MPs repudiam PEC 65 relatada por Maggi

Com o objetivo de esclarecer e conclamar a sociedade para reflexão sobre a gravidade e irreversíveis impactos ambientais que podem acontecer com a possível aprovação da PEC nº 65/2012 os procuradores-gerais de Justiça do Norte e Mato Grosso expediram nota pública de repúdio a essa proposta que violenta os princípios de proteção ambiental guardados na Constituição do Brasil. A divulgação da nota ocorreu durante 1º Encontro de Trabalho de procuradores-gerais da região Norte e Mato Grosso, ocorrida no edifício-sede do MPPA, em Belém, no dias 27, 28 e 29 de maio.

A PEC 65/2012  foi aprovada pela Comissão de Constituição e Justiça do Senado Federal no dia 27. De autoria do senador Acir Gurgacz (PDT-RO) e relatada pelo senador Blairo Maggi (PR-MT), ela estabelece que, a partir de simples apresentação de um Estudo de Impacto Ambiental (EIA) pelo empreendedor, nenhuma obra poderá mais ser suspensa ou cancelada. Na prática, isso significa que o processo de licenciamento ambiental, que analisa se um empreendimento é viável ou não a partir dos impactos socioambientais que pode gerar, deixa de existir.

O licenciamento ambiental, seja ele feito pelo Ibama ou por órgãos estaduais, estabelece que qualquer empreendimento tem que passar por três etapas de avaliação técnica. A primeira delas é verificar a viabilidade da obra, para isso é preciso realizar estudos de impacto e pedir sua licença prévia ambiental. Este documento estabelece, inclusive, quais serão as medidas compensatórias que a empresa terá de executar para realizar o projeto. Depois de receber a licença prévia, a segunda etapa é obter uma licença de instalação, que permite o início efetivo da obra, processo que também é monitorado e que pode resultar em novas medidas condicionantes. Na terceira e última etapa, é dada a licença de operação que, autoriza a utilização do empreendimento. O que a PEC 65/2012 faz é ignorar essas três etapas.

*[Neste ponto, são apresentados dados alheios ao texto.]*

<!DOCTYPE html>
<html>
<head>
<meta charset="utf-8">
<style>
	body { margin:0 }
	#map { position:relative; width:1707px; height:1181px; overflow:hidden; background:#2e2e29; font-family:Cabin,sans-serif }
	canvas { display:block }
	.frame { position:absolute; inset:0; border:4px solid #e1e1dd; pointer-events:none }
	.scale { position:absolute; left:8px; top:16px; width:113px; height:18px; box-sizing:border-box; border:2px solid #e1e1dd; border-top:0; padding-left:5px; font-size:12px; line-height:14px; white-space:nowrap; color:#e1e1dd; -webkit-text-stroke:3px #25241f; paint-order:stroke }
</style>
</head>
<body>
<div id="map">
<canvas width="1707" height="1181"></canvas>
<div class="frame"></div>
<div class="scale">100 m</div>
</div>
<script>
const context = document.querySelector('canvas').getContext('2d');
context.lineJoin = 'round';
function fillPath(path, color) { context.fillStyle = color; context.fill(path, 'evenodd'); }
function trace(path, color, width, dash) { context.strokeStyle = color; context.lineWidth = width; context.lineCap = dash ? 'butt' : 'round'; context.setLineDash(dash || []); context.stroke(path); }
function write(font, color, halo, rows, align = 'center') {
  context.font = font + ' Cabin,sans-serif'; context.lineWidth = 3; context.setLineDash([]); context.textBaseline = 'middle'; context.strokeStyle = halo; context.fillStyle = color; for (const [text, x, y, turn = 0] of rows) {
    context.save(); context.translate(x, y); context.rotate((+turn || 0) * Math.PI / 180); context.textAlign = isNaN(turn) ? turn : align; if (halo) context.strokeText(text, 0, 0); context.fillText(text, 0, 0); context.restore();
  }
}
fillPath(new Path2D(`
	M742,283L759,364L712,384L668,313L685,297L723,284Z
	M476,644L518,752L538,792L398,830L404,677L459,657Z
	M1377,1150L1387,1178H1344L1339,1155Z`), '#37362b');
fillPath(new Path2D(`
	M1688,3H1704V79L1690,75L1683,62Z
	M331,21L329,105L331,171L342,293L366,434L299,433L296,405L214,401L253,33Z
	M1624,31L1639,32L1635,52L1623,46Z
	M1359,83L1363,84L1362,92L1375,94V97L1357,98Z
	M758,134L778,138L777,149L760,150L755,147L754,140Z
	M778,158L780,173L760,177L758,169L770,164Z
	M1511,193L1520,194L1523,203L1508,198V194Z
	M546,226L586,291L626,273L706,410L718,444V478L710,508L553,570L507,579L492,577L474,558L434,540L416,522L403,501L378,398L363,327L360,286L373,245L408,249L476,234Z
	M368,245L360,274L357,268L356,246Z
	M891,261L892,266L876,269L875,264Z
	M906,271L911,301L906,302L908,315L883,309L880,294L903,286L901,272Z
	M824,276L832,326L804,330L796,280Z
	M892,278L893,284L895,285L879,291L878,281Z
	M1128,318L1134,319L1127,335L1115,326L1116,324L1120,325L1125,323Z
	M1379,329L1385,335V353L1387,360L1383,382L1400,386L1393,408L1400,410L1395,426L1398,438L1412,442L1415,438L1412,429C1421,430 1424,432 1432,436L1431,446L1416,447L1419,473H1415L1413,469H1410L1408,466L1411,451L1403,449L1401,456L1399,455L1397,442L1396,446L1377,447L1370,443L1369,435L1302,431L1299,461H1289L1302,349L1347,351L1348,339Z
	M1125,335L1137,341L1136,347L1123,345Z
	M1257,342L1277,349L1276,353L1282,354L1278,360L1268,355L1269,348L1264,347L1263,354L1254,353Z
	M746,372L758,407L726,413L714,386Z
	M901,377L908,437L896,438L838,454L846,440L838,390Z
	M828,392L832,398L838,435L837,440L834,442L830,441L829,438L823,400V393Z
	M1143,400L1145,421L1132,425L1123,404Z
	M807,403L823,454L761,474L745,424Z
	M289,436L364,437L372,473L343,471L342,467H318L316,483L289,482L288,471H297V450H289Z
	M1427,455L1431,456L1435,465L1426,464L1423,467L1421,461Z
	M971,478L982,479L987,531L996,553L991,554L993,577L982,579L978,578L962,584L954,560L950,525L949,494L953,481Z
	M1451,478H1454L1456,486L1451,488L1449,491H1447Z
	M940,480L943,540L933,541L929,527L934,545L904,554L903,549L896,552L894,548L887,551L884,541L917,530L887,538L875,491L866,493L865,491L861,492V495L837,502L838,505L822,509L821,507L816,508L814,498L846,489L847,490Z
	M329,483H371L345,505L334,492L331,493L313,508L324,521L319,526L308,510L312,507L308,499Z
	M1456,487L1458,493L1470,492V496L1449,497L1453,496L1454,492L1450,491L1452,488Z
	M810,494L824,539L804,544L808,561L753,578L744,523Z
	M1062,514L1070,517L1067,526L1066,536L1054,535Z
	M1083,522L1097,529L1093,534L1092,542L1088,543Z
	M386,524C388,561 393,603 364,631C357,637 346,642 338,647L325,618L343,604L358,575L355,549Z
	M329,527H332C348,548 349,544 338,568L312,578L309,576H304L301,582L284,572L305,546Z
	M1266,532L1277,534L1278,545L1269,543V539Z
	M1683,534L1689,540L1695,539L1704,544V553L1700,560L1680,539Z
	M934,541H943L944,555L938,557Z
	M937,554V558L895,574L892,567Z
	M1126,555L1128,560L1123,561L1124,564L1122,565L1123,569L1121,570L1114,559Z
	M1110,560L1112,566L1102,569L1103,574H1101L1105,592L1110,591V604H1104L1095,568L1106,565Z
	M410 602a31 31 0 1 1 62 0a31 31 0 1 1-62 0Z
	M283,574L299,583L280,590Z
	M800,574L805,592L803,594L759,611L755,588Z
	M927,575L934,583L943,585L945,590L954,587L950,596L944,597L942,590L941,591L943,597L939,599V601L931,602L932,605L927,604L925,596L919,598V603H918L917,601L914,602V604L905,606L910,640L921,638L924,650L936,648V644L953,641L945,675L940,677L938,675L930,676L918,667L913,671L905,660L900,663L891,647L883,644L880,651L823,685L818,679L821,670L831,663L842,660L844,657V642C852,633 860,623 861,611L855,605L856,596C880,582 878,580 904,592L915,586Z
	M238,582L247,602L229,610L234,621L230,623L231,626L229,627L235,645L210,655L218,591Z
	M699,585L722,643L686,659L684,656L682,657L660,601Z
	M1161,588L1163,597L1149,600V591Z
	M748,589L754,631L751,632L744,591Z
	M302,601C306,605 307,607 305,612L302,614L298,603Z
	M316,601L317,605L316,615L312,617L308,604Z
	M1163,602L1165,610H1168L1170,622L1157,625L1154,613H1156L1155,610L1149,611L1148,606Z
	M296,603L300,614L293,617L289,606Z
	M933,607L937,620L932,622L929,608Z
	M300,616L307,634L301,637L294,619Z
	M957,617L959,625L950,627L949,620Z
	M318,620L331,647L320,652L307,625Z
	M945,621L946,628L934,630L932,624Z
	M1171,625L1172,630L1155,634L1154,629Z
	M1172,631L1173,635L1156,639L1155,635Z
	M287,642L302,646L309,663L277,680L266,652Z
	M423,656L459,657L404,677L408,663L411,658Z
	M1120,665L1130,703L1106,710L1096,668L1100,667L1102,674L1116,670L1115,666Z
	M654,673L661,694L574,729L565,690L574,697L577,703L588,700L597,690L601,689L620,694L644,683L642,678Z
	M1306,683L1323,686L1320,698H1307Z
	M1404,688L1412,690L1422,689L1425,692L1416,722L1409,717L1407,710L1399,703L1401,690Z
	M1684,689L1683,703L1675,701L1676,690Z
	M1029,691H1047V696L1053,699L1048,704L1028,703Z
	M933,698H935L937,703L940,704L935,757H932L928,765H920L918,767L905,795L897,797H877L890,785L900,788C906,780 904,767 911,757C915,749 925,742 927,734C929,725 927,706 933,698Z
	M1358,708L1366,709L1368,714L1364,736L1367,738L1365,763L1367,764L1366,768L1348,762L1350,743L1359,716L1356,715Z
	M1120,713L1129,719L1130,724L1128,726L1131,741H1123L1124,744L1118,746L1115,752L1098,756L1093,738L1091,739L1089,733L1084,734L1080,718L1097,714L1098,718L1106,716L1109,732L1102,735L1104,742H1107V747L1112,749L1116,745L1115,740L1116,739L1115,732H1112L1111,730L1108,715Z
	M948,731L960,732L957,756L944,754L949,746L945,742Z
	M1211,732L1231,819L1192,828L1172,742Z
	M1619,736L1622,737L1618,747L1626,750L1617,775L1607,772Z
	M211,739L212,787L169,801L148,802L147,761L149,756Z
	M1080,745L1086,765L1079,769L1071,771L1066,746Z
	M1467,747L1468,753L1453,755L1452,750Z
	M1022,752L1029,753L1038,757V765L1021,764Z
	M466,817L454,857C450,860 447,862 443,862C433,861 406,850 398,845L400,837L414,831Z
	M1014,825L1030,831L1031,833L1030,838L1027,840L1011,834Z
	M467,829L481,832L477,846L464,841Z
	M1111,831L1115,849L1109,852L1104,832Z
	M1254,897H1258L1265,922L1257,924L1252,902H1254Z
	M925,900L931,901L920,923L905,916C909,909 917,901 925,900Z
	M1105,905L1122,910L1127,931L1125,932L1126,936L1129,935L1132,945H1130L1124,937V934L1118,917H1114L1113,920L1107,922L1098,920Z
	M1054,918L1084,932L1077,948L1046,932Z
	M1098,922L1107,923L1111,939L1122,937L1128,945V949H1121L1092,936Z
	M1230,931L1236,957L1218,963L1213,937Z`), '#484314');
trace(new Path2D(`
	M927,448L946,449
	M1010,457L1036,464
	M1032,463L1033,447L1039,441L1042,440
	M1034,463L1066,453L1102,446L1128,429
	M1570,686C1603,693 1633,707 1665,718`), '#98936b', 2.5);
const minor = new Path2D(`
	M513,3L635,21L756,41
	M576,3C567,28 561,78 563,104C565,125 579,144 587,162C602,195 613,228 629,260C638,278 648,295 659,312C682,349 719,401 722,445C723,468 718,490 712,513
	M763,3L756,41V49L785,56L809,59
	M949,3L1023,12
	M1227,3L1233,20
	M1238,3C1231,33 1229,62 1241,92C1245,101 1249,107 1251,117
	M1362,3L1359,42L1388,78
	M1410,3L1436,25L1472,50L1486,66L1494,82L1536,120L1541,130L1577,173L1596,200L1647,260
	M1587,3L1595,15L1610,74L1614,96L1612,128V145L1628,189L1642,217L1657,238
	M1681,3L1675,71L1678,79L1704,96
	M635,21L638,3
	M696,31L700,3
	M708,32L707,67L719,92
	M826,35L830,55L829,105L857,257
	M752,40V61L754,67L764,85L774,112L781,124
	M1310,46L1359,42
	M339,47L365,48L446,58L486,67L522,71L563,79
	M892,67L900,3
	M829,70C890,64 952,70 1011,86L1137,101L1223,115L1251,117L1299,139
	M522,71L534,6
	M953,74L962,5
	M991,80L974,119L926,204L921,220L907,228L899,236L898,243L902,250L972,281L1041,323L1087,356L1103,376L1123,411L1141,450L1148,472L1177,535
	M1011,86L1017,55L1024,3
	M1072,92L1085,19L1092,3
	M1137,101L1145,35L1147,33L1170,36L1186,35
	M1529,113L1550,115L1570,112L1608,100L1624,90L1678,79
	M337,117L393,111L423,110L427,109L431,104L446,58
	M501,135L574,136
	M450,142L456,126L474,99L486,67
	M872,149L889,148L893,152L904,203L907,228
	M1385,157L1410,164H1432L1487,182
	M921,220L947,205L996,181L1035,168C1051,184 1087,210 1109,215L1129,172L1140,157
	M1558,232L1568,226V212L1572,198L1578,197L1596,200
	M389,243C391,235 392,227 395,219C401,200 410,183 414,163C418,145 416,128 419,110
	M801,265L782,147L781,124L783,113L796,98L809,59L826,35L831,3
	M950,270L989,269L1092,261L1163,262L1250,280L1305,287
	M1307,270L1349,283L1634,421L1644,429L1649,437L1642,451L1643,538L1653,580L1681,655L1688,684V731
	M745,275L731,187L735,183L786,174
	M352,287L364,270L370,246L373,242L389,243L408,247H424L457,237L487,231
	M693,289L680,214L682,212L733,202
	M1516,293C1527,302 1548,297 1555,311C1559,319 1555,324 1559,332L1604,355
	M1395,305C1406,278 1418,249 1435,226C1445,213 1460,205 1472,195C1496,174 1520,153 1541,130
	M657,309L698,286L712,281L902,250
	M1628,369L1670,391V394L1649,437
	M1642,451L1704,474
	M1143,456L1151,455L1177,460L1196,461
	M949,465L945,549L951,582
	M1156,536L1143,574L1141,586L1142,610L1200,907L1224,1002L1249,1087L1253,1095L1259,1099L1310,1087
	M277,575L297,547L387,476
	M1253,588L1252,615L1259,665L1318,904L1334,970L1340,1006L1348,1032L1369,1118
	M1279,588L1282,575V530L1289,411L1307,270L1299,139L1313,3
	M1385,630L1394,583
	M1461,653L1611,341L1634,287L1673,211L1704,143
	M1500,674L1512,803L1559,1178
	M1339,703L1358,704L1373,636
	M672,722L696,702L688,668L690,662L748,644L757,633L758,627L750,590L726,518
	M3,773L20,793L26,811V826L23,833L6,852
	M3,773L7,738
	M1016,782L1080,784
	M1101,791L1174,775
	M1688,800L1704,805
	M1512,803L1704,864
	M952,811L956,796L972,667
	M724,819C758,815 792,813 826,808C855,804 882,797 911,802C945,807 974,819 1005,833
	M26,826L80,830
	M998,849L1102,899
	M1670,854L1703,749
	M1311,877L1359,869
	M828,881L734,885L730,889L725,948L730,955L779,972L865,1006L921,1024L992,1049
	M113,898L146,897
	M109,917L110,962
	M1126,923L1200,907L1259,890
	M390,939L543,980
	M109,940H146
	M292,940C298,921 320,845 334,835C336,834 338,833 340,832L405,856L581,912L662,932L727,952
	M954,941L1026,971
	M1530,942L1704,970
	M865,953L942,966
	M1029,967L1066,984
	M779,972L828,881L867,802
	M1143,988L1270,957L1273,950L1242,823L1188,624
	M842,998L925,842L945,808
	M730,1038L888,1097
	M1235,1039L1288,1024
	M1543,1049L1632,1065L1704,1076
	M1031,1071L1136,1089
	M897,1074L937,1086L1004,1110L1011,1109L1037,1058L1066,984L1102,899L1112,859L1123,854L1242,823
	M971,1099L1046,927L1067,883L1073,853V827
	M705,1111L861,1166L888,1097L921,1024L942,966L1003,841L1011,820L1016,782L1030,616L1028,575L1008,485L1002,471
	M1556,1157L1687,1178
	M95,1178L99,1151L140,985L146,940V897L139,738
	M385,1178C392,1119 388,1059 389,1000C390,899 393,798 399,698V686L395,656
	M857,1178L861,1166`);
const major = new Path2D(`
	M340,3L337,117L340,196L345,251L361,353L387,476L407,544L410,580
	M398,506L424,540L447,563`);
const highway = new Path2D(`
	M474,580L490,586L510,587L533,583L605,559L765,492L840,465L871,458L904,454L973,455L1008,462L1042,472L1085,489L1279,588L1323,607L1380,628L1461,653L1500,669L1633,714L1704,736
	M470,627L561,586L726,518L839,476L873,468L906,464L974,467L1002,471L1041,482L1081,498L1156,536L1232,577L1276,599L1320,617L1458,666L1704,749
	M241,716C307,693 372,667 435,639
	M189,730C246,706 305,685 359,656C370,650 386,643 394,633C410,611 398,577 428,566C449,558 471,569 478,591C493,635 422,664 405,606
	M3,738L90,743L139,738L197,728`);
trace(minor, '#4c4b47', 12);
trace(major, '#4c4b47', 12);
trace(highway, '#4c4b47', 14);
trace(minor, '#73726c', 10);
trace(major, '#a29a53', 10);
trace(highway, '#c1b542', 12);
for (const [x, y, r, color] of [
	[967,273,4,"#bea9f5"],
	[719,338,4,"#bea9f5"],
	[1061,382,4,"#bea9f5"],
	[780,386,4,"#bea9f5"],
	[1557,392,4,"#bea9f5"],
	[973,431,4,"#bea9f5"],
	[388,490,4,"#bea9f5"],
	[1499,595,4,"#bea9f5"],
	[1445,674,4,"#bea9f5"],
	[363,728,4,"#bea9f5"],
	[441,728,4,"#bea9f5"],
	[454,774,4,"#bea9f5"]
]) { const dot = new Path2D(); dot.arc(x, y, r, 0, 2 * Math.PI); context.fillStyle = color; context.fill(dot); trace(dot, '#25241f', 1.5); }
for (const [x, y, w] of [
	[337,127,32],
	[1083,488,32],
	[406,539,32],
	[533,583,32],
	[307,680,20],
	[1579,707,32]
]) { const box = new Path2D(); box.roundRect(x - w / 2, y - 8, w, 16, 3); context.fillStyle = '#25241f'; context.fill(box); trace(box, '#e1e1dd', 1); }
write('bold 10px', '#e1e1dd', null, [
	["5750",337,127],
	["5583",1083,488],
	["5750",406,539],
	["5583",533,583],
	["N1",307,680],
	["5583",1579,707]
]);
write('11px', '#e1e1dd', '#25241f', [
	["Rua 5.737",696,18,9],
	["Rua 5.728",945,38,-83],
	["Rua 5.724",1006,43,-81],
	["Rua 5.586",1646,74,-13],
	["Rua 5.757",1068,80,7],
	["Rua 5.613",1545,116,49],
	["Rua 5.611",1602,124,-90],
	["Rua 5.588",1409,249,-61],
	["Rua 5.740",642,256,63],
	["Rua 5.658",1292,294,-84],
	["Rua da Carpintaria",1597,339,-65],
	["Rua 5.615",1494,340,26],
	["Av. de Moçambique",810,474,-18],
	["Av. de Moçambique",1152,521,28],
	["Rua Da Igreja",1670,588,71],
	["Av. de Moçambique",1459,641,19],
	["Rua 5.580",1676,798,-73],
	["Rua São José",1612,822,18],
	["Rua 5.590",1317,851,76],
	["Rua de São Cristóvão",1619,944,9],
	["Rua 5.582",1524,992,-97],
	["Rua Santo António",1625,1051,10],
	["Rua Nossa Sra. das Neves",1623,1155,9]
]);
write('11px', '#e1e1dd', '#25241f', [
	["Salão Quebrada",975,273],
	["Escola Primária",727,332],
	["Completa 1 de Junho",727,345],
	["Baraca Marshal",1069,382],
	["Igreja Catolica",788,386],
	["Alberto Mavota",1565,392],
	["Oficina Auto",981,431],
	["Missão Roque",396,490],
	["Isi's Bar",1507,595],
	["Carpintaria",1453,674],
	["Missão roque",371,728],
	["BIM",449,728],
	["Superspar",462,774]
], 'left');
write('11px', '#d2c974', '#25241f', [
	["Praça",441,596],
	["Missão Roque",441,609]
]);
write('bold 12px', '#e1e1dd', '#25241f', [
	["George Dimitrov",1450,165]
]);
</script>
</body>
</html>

De acordo com a nota expedida pelo MP, a PEC representa uma “violação aos princípios fundamentais do direito ao meio ambiente ecologicamente equilibrado e ao princípio da dignidade da pessoa humana. Sem a devida presença das instituições de controle, aumenta-se o risco de pescadores, agricultores, populações tradicionais, flora e fauna sofrerem impactos irreversíveis com a instalação das obras”.

Na nota o MP deixa claro que “o Ministério Público não é contra a execução de obras, desde que as mesmas estejam em consonância com os princípios do direito ambiental e às diretrizes do desenvolvimento sustentável. Caso contrário, todos sofreremos as consequências, como já estamos sofrendo, de empreendimentos autorizados em desacordo à legislação ambiental”.

A nota encerra destacando que a proposta está “divorciada da vontade popular, sendo necessário o efetivo esclarecimento das consequências práticas e da perda das garantias de controle atualmente existente na legislação ambiental, como a realização de consulta à sociedade e aos órgãos de proteção ao meio ambiente”.